Cahier critique 01/12/2016

"Un éléphant me regarde" de Frank Beauvais

Une variation inattendue, insolite et tendre, autour de l’éternel “Boy Meets Girl”, par-delà les générations.

Boy meets girl. Cette fois, elle a le double de son âge. Et cette fois, le récit s’étalant sur moins de vingt-quatre heures, l’amour n’aura pas le temps d’infuser. Ce qui se jouera entre Magda et Vincent n’en sera pas moins profondément touchant, suspendu à des possibles que le cinéaste ne fera qu’effleurer, à peine suggérer.

L’espace d’une nuit, donc, Vincent (Sébastien Guillier, massif et fragile à la fois), pour rendre service à une copine, héberge Magda (Claire Magnin, membre originel du Splendid) qui a raté son train. L’espace d’une nuit, ils vont se découvrir. Trame classique dont Frank Beauvais, admirablement secondé par ses comédiens, déjoue les écueils et les clichés. Un exemple : lorsque Vincent emmène Magda, à sa demande, à une soirée “open mic”, c’est sous le regard bienveillant de celle-ci qu’il interprète son morceau aux relents cold wave, le film se détournant de l’e et humoristique facile et prenant acte (cela paraît anecdotique, mais c’est important) que les sexagénaires d’aujourd’hui n’avaient pas plus de trente ans quand Joy Division sortait ses albums. Car si la musique n’est plus, comme avant chez Beauvais, au cœur du récit, elle n’en demeure pas moins omniprésente, ne cessant de créer du lien entre les personnages, de les rapprocher (avec cette scène où l’on met un disque, cette autre où l’on danse, d’autres où on l’écoute, où on s’écoute, tout simplement).

Il s’agit, nous l’avons dit, d’une rencontre éphémère, de celles qui souvent produisent les plus belles histoires.

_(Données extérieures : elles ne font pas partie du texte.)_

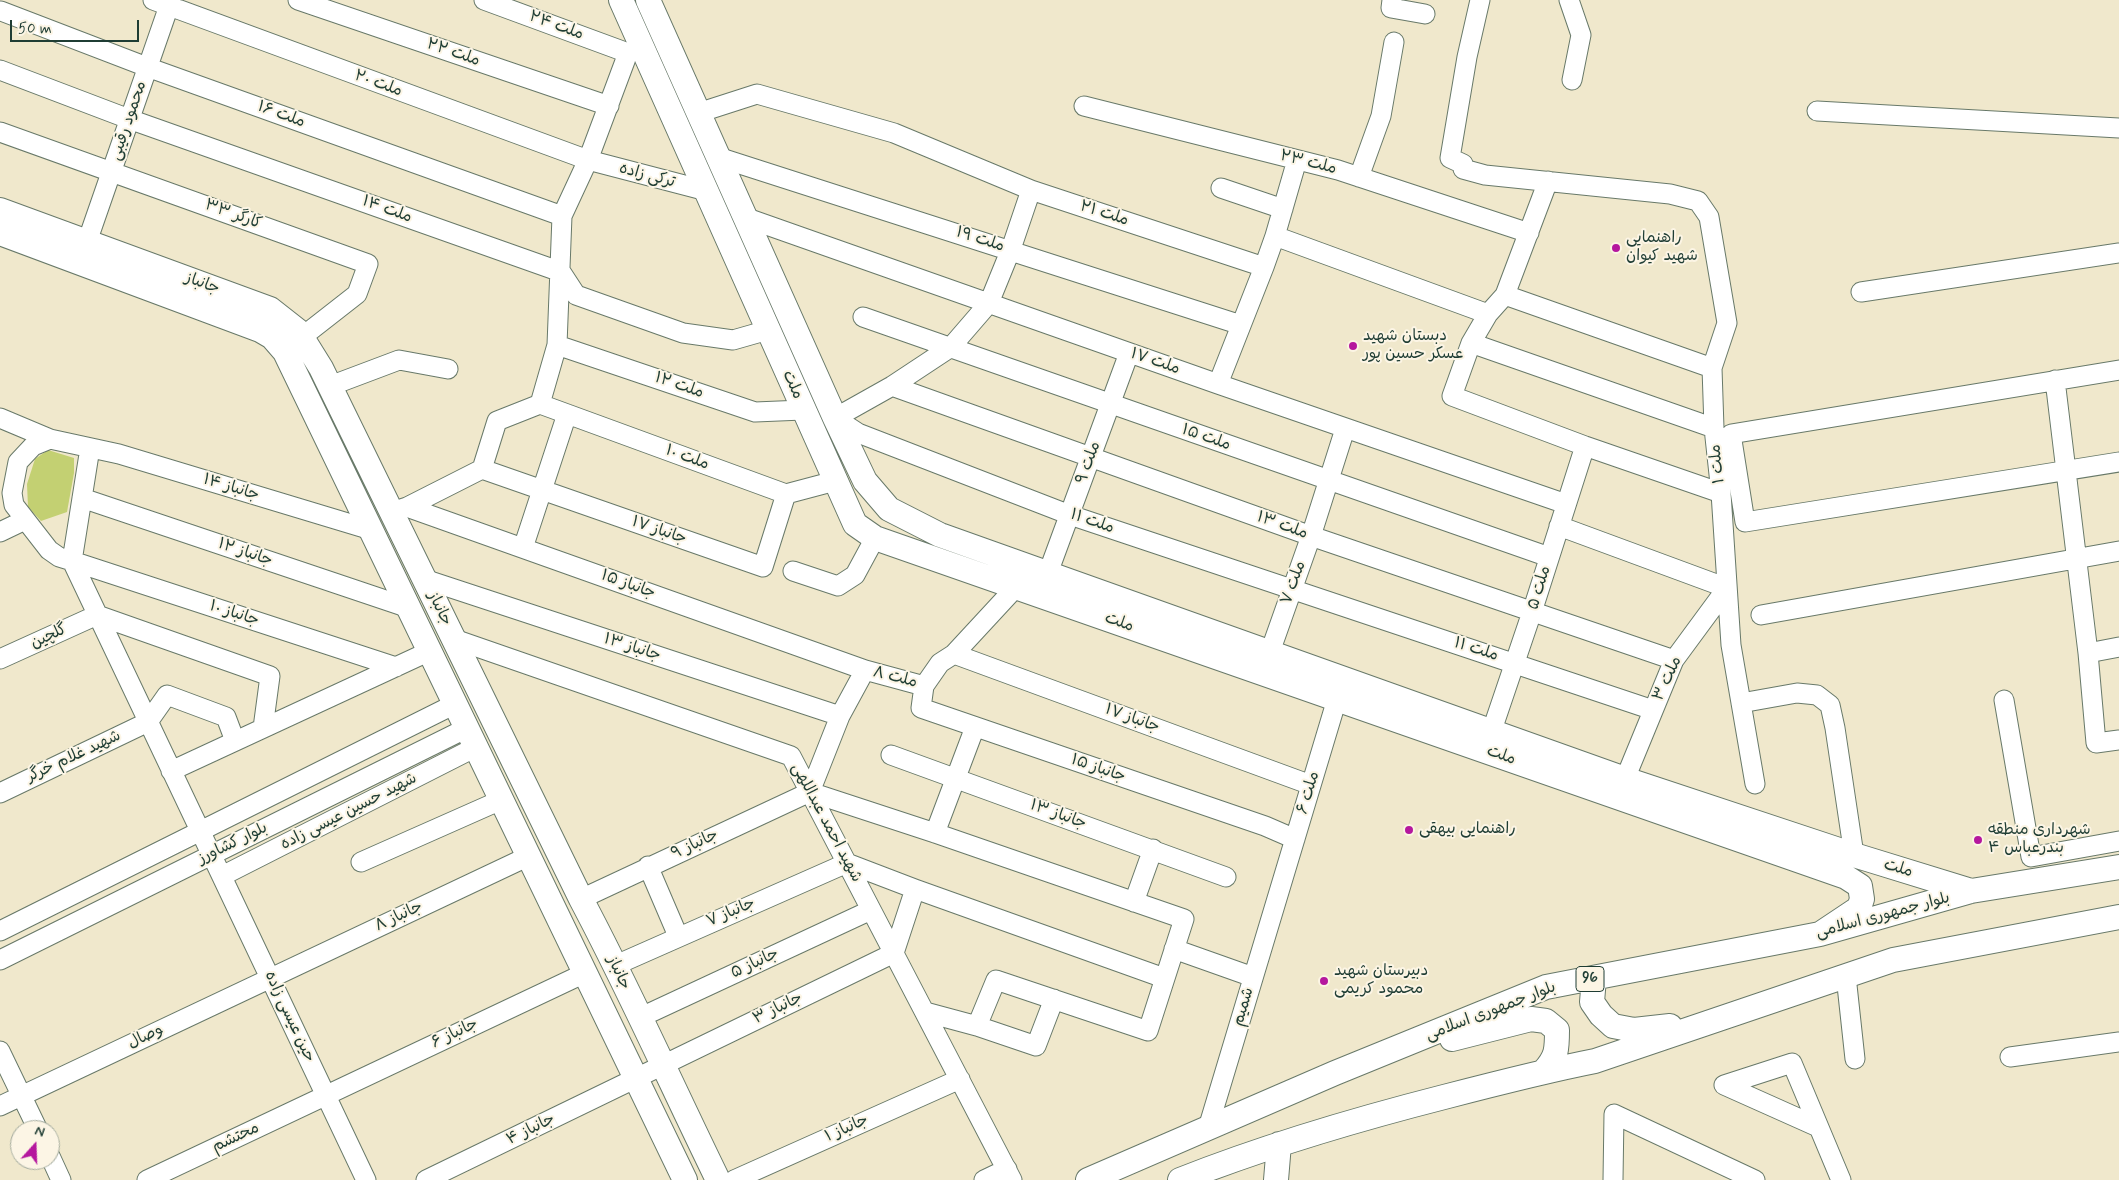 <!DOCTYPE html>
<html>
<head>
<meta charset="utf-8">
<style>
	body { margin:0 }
	#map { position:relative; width:2119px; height:1180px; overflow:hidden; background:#f0e8cc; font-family:Mynerve,sans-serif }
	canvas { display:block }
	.north { position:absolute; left:10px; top:1120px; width:50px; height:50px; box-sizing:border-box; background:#fcf5e5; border:1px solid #a4ab9e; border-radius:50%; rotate:20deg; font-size:14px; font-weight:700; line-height:20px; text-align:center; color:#1f3d34 }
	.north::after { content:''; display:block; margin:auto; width:18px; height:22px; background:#b5179e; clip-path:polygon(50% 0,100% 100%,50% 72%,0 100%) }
	.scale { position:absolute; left:10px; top:20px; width:129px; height:22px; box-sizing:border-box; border:2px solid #1f3d34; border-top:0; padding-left:6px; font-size:15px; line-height:18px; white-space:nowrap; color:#1f3d34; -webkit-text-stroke:4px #fcf5e5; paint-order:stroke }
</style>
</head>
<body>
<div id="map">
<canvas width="2119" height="1180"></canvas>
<div class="north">N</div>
<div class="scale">50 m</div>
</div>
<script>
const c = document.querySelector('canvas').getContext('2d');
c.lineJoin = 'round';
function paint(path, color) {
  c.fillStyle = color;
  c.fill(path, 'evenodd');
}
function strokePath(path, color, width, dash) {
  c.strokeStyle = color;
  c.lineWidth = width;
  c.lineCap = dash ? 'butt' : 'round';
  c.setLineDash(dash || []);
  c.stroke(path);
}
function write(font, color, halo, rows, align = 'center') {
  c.font = font + ' Mynerve,"Playpen Sans Arabic",sans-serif';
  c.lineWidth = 4;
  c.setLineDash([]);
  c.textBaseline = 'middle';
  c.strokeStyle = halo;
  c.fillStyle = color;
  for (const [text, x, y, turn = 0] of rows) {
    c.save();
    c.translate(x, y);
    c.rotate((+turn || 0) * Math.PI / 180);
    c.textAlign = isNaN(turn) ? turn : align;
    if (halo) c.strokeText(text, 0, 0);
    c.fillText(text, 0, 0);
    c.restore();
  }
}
paint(new Path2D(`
	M48,450L74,458V473L67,512L41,521L28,507L27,484L35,459Z`), '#c3d072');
const minor = new Path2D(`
	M153,0L588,160L707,191
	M298,0L609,106
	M484,0L628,53
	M1392,0L1391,8L1425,14
	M1480,0L1467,57L1450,158L1463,164V169L1485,175L1670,194L1698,201L1709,217L1727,323L1712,368L1714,428L1721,493L1731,645L1755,784
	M1569,0L1581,35L1572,80
	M1,11L147,67L562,216
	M0,70L129,119L561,272L576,295L683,333L733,340L768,330
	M1084,106L1338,170L1529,233
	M1817,111L2119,128
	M698,113L757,94L894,133L1031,190L1264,267L1275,236L1488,314
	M0,132L368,264L357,294L302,337
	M718,157L1241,325
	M1359,177L1381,116L1394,42
	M1548,181L1505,295L1488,314L1471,343L1452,396L1585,446L1721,493
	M1221,188L1283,209
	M1031,190L1011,249L989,303L951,347L892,386L835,418L858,433L1070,515L1653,710
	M744,217L1218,384L1566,504
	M1275,236L1297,160
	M87,242L171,0
	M1861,292L2119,253
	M1505,295L1712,368
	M863,317L1549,557
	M1471,343L1714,428
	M557,345L755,412L803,410
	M2119,370L1731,434L1745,522L2119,462
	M2055,380L2088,653L2096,743L2119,740
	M1218,384L1264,267
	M330,386L399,360L448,369
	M892,386L1311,536L1674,660
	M540,404L786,494L835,481
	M0,418L50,439
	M90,448L72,561L59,557L49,550L14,505L12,493L18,462L33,446L50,439L119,454L371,530
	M482,469L763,567L786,494
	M82,498L409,608
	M407,507L482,469L497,421L540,404L557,345L562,216L588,160L628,53L644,49
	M401,509L407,507L865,670
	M1559,526L1727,588L1674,660L1625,779
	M0,532L25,520
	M523,548L567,414
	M72,561L366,1180
	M72,561L396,667
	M793,571L838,586L855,575L875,538
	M1048,573L1129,353
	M424,579L840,716
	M1761,615L2119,551
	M454,639L791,756L1012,1180
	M1270,652L1311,536L1345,429
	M2088,653L2119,647
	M954,654L1311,785
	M0,659L97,615L270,676L263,728
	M924,686L921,708L1265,826L1295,839
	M2004,700L2031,857L2119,841
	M1741,703L1797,693L1817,695L1830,705L1835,728L1854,855
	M1492,730L1532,612L1585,446
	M891,755L1226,877
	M171,771L430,651
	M810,792L935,833L1184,919L1148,1031L996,980L977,1026L925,1012
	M810,792L840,716L865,670L924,686L940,663L954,654L1016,587
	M0,793L148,722L167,695L226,717L235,741
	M935,833L975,727
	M361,862L501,800
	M648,866L678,936
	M222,876L476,747
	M581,899L810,792
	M1134,902L1153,849
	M0,931L455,704
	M1174,949L1253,977
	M0,960L467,728
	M616,965L847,863L915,889L1164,978
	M1846,976L1855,1059
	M639,1018L871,910
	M977,1026L1036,1046L1054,999
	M0,1051L38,1130
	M2010,1057L2119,1042
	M0,1106L529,856
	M1818,1127L1724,1085L1792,1063L1841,1180
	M1208,1128L1337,699
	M50,1156L61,1180
	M147,1180L585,973
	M426,1180L894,953L915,889
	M734,1180L960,1079
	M984,1180L1007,1169
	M1613,1180L1614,1114L1755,1180`);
const major = new Path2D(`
	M621,0L855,524L875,538L1846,877L1860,886L1862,899L1859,908L1820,934
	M648,0L835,418L865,481L889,509L940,535L1625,779L1854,855L1971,891
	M0,210L270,309L298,331L321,368L581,899C630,991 672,1086 718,1180
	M0,233L260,330L272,337L285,352L685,1180
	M1594,978L1592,1002L1601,1015L1613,1026L1634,1030L1670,1026
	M1452,1039L1531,1019L1546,1021L1557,1030C1557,1049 1557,1057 1544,1071
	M1088,1180L1335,1073L1546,987L1820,934L1971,891L2119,867
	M1180,1180C1266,1146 1354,1120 1444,1097C1494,1084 1544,1071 1595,1061L1893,960L2119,917
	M1276,1180L1279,1144`);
strokePath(minor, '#687969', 21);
strokePath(major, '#687969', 26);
strokePath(minor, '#fff', 19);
strokePath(major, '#fff', 24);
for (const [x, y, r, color] of [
	[1616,248,5,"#b5179e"],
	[1353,346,5,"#b5179e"],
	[1409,830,5,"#b5179e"],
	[1978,840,5,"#b5179e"],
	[1324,981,5,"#b5179e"]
]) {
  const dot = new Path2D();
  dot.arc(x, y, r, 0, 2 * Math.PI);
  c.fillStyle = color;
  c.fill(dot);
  strokePath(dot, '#fcf5e5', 2);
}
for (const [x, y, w] of [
	[1590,979,28]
]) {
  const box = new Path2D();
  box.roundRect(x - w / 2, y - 12.5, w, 25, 4);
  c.fillStyle = '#fcf5e5';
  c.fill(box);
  strokePath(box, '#1f3d34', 1);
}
write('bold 15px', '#1f3d34', null, [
	["96",1590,979]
]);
write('16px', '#1f3d34', '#fcf5e5', [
	["ملت ۲۴",556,26,20],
	["ملت ۲۲",453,53,19],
	["ملت ۲۰",378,84,20],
	["ملت ۱۶",281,115,20],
	["محمود رقیبی",129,121,-71],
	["ملت ۲۳",1308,163,14],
	["ترکی زاده",647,176,15],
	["ملت ۱۴",387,210,20],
	["ملت ۲۱",1104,214,18],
	["کارگر ۳۳",233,215,20],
	["ملت ۱۹",980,240,18],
	["جانباز",202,284,20],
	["ملت ۱۷",1155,362,19],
	["ملت",792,385,66],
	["ملت ۱۲",679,386,19],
	["ملت ۱۵",1206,438,19],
	["ملت ۱۰",687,458,20],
	["ملت ۹",1089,463,-70],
	["ملت ۱",1718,464,-96],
	["جانباز ۱۴",231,488,17],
	["ملت ۱۱",1092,522,19],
	["ملت ۱۳",1282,526,20],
	["جانباز ۱۷",659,531,19],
	["جانباز ۱۲",245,553,19],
	["ملت ۷",1294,583,-70],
	["جانباز ۱۵",628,585,20],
	["ملت ۵",1540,588,-73],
	["جانباز",439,609,64],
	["جانباز ۱۰",234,614,18],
	["ملت",1119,623,19],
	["گلچین",49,637,-25],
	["جانباز ۱۳",632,648,18],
	["ملت ۱۱",1476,650,18],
	["ملت ۸",895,678,14],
	["ملت ۳",1668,679,-65],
	["جانباز ۱۷",1132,719,20],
	["ملت",1501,756,19],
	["شهید غلام خرگر",74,757,-25],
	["جانباز ۱۵",1098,769,19],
	["ملت ۶",1309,793,-73],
	["شهید حسین عیسی زاده",349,812,-27],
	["جانباز ۱۳",1058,815,20],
	["شهید احمد عبداللهی",826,823,62],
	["بلوار کشاورز",233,844,-26],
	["جانباز ۹",695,845,-25],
	["ملت",1898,869,17],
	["جانباز ۷",731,913,-23],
	["بلوار جمهوری اسلامی",1883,916,-15],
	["جانباز ۸",399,917,-25],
	["جانباز ۵",755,964,-25],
	["جانباز",618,973,65],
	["شمیم",1244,1007,-73],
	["جانباز ۳",778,1009,-26],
	["بلوار جمهوری اسلامی",1491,1012,-21],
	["حین عیسی زاده",289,1017,65],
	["جانباز ۶",455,1034,-25],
	["وصال",146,1037,-25],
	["جانباز ۱",847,1129,-24],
	["جانباز ۴",531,1130,-26],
	["محتشم",236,1138,-25]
]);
write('16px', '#1f3d34', '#fcf5e5', [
	["راهنمایی",1626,239],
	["شهید کیوان",1626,257],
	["دبستان شهید",1363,337],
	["عسکر حسین پور",1363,355],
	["راهنمایی بیهقی",1419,830],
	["شهرداری منطقه",1988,831],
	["۴ بندرعباس",1988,849],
	["دبیرستان شهید",1334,972],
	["محمود کریمی",1334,990]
], 'left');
</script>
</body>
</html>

Rencontre sans lendemain, comme l’était celle entre Henry, musicien voyageur, et Cécile, mère célibataire, dans La guitare de diamants (2009). Dans les deux films, amitié, attirance se cristallisent autour de la musique. Dans l’un, c’est cette chanson qu’Henry et Cécile interpréteront ensemble à la fête du village ; dans l’autre, c’est ce morceau que joue Vincent, en musicien amateur, et qui fait résonner en Magda l’écho de probables années de bohème.

On pourrait écrire que, là, la musique “suffit” (à rassembler) alors qu’elle était encore dans Compilation, 12 instants d’amour non partagé (2007) le subterfuge par lequel le cinéaste allait pouvoir filmer (soit emprisonner dans un cadre) l’objet de son désir. C’est cette évidence des sentiments, cette manière aussi d’inscrire le récit dans une réalité provinciale assumée jusque dans le dialogue, qui émeut, en regard notamment des questionnements torturés qu’un film comme Je flotterai sans envie (auto-portrait via les mots d’un autre, 2008) ressassait jusqu’à l’autodépréciation.

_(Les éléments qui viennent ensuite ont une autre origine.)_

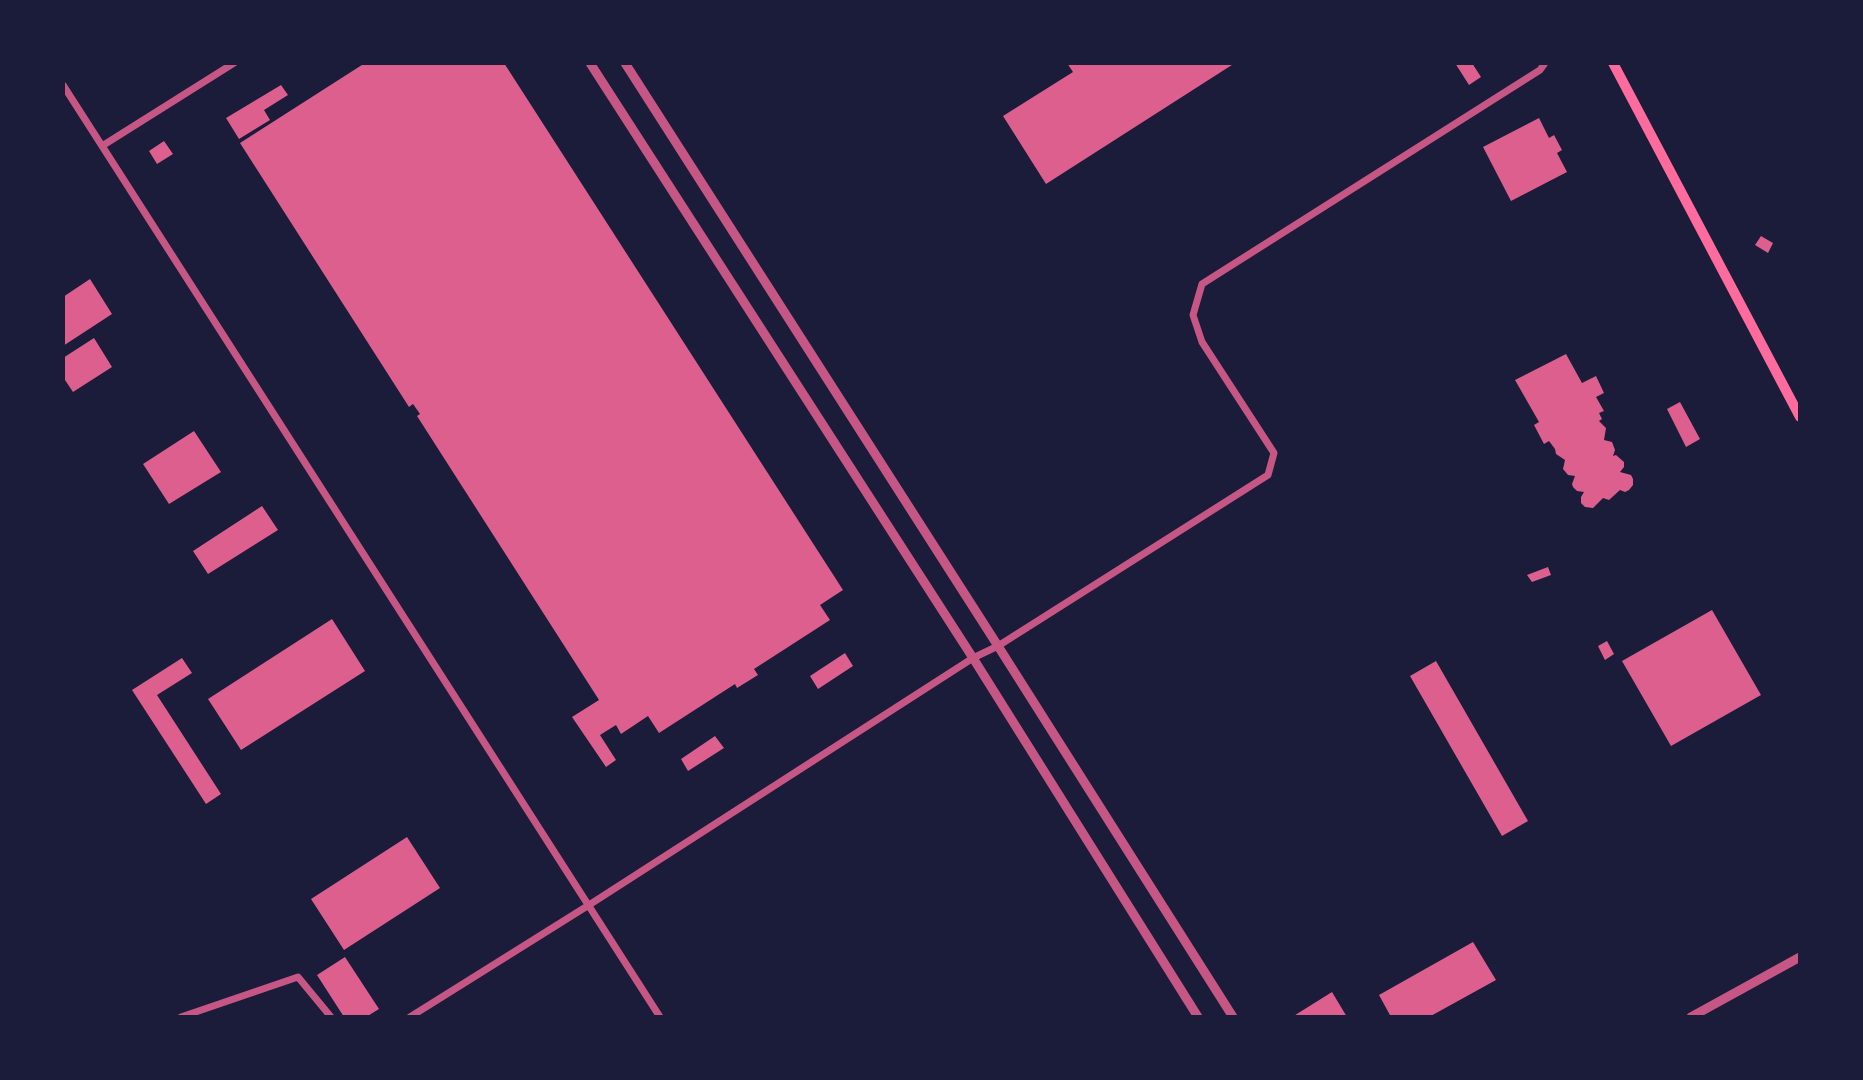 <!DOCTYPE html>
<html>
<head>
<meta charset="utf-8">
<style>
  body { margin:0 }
  #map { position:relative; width:1863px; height:1080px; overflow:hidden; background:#1b1b3a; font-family:"Source Serif 4",serif }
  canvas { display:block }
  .frame { position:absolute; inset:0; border:65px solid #1b1b3a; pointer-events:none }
</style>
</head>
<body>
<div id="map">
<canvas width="1863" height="1080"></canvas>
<div class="frame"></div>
</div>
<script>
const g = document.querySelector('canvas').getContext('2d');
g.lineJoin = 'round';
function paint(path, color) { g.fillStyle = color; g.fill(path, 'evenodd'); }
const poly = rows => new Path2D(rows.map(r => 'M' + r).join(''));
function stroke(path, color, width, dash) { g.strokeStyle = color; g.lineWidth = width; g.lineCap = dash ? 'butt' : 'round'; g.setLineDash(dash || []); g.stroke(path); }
paint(poly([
  [365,63,504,63,843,590,820,605,830,620,754,669,758,675,737,688,735,684,659,733,648,716,621,734,616,725,600,735,616,760,606,767,572,717,599,700,417,416,420,414,413,404,409,407,240,143],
  [1067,63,1235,63,1046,184,1003,116,1073,72],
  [1455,63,1472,63,1481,77,1469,85],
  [281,85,288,95,264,110,270,120,239,139,226,118],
  [1539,118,1549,138,1554,135,1562,150,1557,153,1567,172,1511,201,1483,147],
  [164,141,173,154,157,164,149,151],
  [1761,236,1773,243,1768,253,1755,245],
  [90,279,112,314,63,346,63,297],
  [94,338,112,367,73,392,63,377,63,358],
  [1566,354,1582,383,1596,376,1604,393,1596,397,1604,411,1599,413,1602,419,1599,421,1606,428,1604,440,1612,442,1615,450,1613,456,1616,455,1624,462,1624,467,1620,472,1631,475,1633,479,1633,485,1629,490,1625,492,1620,490,1609,500,1603,498,1593,508,1585,507,1581,503,1581,497,1584,492,1577,491,1573,487,1572,484,1575,476,1568,475,1563,469,1565,460,1556,454,1555,449,1549,441,1544,444,1534,425,1539,422,1515,380],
  [1680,402,1700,439,1686,447,1667,409],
  [194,431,221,472,169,504,143,464],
  [262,506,278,530,208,574,193,551],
  [1548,567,1551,575,1532,582,1527,575],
  [1712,610,1761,695,1671,746,1622,661],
  [332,619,365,671,241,750,208,699],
  [1607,641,1614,654,1605,660,1598,646],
  [845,653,853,666,818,689,810,676],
  [182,658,192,673,157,695,221,794,206,804,132,690],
  [1436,661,1528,821,1502,836,1410,676],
  [715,736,724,748,688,771,681,759],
  [407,837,440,888,344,950,311,899],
  [1473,942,1496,980,1429,1017,1391,1017,1379,995],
  [345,957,379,1009,366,1017,344,1017,317,975],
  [1332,992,1347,1017,1292,1017]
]), '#dd5f8e');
stroke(poly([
  [63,85,660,1017],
  [102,146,234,63],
  [181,1017,298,977,331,1017],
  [410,1017,589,905,973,658,998,646,1268,475,1274,453,1202,342,1193,315,1202,284,1540,70,1545,63]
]), '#c65784', 7);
stroke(poly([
  [590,63,973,658,1198,1017],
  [625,63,998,646,1233,1017],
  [1691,1017,1800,957]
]), '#c65784', 9);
stroke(poly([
  [1613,63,1800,417]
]), '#ff6b9d', 10);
</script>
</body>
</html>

En 2016, la simplicité sied bien à Frank Beauvais. On aurait dû s’en douter dès La guitare de diamants, mais ce n’est pas, à la lumière de ses films précédents, la moindre des surprises.

Stéphane Kahn

Article paru dans Bref n°120.

Réalisation : Frank Beauvais. Scénario : Alex Vila et Frank Beauvais. Image : Roland Edzard. Montage : Thomas Marchand. Son : Philippe Grivel et Aline Huber. Interprétation : Claire Magnin, Sébastien Guillier et Michel Damien. Production : Les Films du Bélier.